R: Le due iniziative federali sulle quali prossimamente saremo chiamati a dare la nostra opinione, non rappresentano, a mio modo di vedere, una risposta adeguata al problema posto dal pianeta droga. Personalmente, fatta eccezione per la questione della depenalizzazione di cui dicevo poc'anzi, ritengo che la scelta fatta a livello federale sulla politica in materia di droghe che si basa sui cosiddetti quattro pilastri (prevenzione, terapia, riduzione del danno e aiuto alla sopravvivenza, repressione del traffico organizzato), rappresenti una approccio strategico sostenibile.

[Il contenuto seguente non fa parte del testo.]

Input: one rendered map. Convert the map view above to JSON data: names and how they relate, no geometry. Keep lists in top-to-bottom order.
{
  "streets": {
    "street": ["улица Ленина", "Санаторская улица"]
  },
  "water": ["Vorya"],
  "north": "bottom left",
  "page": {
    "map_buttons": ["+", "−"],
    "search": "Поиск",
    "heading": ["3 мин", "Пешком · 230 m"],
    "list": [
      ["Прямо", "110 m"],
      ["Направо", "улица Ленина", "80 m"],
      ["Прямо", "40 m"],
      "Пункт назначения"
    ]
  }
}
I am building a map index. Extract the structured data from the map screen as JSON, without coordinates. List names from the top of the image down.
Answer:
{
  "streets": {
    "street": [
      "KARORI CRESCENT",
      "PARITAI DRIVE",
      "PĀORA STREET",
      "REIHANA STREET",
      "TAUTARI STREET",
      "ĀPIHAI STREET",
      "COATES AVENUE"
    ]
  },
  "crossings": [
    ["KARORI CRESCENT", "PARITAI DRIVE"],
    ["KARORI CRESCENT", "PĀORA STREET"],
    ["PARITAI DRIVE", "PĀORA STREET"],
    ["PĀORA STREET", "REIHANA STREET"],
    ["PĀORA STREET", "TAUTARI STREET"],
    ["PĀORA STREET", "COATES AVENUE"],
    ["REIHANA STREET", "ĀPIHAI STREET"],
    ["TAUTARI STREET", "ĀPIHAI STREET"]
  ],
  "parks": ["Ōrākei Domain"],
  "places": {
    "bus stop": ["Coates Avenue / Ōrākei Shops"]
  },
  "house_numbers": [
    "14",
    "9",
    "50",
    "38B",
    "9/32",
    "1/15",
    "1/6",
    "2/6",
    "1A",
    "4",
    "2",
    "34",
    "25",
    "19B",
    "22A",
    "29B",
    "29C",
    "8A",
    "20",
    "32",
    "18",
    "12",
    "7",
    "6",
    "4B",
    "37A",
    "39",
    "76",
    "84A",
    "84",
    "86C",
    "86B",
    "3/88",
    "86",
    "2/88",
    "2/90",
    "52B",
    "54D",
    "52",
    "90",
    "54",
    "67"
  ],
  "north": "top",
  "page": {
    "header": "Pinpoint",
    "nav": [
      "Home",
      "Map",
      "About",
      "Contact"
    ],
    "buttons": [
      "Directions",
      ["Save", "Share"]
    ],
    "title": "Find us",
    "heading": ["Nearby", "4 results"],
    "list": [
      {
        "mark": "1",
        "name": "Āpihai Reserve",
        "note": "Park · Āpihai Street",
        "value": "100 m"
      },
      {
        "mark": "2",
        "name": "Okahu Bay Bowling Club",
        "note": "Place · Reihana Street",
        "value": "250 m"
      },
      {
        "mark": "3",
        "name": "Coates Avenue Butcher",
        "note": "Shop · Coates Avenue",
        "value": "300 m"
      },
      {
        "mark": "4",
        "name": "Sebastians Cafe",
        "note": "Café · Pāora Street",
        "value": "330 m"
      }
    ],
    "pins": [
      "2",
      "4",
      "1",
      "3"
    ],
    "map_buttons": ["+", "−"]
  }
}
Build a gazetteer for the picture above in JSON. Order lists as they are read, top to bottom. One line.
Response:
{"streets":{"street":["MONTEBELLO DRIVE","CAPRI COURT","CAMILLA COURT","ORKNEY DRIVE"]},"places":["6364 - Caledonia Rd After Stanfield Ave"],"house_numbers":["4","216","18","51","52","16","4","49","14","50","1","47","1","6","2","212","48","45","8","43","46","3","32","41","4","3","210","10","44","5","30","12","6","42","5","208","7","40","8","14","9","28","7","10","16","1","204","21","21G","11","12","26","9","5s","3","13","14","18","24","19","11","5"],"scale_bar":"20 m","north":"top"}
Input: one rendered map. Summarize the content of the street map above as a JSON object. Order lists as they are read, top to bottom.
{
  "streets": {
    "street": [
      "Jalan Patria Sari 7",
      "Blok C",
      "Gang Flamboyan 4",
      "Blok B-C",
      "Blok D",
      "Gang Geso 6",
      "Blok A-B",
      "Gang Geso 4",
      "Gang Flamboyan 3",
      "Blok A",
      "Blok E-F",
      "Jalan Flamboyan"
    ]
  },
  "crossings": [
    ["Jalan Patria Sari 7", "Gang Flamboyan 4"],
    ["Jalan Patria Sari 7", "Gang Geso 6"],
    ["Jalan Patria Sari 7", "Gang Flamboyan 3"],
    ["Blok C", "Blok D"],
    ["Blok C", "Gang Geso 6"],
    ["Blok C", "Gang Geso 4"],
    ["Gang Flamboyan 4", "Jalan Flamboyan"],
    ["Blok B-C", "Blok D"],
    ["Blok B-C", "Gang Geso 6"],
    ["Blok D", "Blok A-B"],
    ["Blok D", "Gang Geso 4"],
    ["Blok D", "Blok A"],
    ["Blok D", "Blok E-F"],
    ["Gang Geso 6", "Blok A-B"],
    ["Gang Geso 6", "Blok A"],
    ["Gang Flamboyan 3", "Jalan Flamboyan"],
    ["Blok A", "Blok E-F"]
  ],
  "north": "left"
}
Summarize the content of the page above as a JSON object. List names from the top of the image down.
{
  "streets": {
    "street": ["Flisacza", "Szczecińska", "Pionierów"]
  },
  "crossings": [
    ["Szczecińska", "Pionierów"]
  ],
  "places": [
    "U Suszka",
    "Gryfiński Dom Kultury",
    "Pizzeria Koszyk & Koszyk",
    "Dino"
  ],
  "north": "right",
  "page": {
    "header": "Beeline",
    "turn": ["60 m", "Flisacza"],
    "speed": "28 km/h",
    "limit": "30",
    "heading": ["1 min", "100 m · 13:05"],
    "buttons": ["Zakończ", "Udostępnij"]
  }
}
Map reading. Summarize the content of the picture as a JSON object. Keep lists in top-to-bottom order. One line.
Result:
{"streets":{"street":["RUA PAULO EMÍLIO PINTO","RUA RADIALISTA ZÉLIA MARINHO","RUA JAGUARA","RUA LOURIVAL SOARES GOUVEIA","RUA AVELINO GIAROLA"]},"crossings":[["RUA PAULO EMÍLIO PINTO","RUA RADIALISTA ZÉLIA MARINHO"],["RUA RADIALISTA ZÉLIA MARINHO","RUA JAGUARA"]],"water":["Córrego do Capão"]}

In quest'ambito la questione della prevenzione riveste però un'importanza decisiva. Essa, intesa come promozione ed educazione alla salute, è la via principale da percorrere e sostenere con la messa a disposizione di risorse umane e finanziarie alla stesso livello di quanto si fa e si intende intraprendere per gli altri tre pilastri. Non è infatti immaginabile che la prevenzione alla tossicodipendenza non sia considerata, dal profilo della messa a disposizione di risorse finanziarie, alla pari di quanto avviene oggi nel campo delle cure sanitarie in genere. La lotta al consumo delle sostanze stupefacenti, da un profilo operativo ed in un'ottica preventiva, potrebbe ad esempio emulare quanto oggi avviene nel campo della propaganda al consumo di sigarette, utilizzandone gli stessi metodi e le stesse strategie: ovvero fornendo messaggi di comportamenti di vita attraverso supporti pubblicitari e non molto più incisivi, "aggressivi" e mirati contro il consumo di sostanze stupefacenti.
La promozione della salute, unita ad un'educazione ai valori nel campo famigliare, della scuola e della società, rappresentano comunque i punti cardinali sui quali operare assiduamente se vogliamo che questo problema non faccia parte anche lui di quelle malattie che hanno assunto, nella nostra realtà, la connotazione di "cronico-degenerative".